Una scena di 'Sex and the City 2' – Foto: Craig Blankenhorn/New Line Productions
Firenze, 6 ottobre 2019 - Single è bello? Macché. Soprattutto se si è donna. I numeri parlano. Ma non dicono tutto. Nella verità, finiscono per essere bugiardi. Una recente statistica dello Us Census Bureau americano rivela che la metà delle donne tra i 25 e i 44 anni è single. E anche in Italia siamo un pezzo in là. Il peso specifico delle famiglie mononucleari - come statistici e demografi classificano, quasi in un ossimoro, le persone che vivono da sole - ha ormai superato la soglia del 31% ed è in crescita costante. Con un boom del 13% dal censimento del 1971. Sono quasi 8 milioni, al 58% donne e in maggioranza over 45. In Europa 16 Paesi ci superano. E se la Toscana non fa eccezione, Firenze, dopo Milano, è la capitale dei single. Nel capoluogo toscano 90mila persone vivono per conto proprio, contro il doppio delle coppie sposate su circa 380mila residenti, a Milano i single superano addirittura il 50%.

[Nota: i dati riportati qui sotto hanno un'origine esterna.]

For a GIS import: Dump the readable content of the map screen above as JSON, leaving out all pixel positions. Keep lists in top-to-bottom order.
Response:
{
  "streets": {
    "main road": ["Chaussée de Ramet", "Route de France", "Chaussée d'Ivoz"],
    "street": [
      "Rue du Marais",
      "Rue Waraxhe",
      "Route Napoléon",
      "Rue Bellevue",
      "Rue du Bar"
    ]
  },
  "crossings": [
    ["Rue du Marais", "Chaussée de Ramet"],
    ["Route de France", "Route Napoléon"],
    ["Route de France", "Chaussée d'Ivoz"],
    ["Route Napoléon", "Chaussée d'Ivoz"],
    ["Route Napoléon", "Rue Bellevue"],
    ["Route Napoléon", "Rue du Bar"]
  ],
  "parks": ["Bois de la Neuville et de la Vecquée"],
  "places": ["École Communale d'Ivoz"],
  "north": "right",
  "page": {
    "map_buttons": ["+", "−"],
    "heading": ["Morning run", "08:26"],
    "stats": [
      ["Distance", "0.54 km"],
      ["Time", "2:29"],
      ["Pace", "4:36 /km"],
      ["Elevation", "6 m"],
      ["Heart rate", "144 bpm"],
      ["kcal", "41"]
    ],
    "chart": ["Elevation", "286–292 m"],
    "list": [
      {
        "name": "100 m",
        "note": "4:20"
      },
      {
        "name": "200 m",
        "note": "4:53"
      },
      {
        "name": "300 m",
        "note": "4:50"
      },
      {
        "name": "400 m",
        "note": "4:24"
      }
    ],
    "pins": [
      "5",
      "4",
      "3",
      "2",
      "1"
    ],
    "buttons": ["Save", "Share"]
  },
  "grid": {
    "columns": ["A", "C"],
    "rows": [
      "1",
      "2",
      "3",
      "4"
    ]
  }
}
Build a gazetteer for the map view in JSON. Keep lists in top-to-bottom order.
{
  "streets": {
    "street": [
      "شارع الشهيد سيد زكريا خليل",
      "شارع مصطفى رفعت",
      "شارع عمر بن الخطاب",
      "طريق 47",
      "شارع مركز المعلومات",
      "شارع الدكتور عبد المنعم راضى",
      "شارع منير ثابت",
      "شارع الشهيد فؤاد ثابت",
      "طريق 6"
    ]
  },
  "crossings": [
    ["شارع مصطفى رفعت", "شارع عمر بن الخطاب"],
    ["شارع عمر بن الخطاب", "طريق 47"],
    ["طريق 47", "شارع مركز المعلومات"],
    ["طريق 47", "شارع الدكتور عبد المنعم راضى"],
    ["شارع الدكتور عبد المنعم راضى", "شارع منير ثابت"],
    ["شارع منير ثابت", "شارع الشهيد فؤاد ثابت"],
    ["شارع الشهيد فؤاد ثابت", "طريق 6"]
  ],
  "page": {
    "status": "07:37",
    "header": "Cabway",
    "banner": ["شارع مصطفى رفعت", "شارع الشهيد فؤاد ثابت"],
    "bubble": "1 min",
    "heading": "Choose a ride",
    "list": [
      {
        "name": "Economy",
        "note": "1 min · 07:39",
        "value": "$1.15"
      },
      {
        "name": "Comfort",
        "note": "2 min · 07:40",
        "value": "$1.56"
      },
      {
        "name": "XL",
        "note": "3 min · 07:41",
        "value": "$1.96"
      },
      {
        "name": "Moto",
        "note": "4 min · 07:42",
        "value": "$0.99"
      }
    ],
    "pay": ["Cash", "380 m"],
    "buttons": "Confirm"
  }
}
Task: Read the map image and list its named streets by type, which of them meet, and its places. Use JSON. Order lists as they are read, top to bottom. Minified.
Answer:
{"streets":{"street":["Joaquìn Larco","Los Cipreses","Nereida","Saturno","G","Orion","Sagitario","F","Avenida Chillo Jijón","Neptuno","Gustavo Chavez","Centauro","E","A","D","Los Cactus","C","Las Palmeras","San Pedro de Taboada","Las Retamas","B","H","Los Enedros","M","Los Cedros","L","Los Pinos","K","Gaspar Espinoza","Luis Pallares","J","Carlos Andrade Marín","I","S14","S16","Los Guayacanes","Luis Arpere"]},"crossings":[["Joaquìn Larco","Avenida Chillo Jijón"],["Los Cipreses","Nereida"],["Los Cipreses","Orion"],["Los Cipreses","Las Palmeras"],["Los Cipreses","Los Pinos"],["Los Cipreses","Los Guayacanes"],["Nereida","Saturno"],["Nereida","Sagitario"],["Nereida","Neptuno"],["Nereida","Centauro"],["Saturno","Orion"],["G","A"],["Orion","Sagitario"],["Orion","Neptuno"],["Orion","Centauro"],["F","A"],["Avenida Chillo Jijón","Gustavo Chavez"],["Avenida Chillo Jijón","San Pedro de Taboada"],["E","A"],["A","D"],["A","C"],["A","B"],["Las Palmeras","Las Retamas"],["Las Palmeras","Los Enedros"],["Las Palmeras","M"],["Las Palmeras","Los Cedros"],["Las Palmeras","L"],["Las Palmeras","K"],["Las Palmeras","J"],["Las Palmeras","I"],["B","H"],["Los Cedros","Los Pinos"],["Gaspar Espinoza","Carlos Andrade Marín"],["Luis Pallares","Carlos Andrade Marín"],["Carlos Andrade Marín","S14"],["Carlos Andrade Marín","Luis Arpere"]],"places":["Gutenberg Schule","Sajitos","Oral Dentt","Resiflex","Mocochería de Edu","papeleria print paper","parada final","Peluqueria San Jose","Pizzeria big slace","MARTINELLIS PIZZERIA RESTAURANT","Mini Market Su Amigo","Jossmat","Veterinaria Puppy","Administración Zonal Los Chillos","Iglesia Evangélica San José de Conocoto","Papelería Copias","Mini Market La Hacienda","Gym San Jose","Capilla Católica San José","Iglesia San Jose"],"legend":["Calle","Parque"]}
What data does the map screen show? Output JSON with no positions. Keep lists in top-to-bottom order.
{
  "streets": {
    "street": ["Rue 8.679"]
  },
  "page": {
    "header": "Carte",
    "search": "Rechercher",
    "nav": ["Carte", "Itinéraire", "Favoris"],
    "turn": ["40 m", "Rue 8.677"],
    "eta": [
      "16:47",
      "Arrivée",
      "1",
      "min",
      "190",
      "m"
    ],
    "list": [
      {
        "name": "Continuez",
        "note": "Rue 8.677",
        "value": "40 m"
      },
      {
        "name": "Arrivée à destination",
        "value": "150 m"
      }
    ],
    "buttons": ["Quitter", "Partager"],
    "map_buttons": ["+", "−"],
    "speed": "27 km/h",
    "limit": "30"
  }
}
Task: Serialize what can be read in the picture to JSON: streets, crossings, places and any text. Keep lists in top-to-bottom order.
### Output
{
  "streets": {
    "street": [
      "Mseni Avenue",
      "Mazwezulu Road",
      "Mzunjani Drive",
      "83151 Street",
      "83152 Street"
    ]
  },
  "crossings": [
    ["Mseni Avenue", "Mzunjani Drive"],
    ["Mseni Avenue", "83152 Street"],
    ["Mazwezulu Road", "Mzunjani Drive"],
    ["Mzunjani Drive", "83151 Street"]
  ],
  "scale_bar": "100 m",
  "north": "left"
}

A Firenze le famiglie composte da un solo membro sono concentrate nel centro storico, dove costituiscono il 60% della popolazione residente, prevalentemente sono giovani. Ma tra chi vive solo ci sono le vedove over 65, le single di ritorno (separate o divorziate) e le donne che non si sono mai sposate o che, in questo momento, non sono accompagnate.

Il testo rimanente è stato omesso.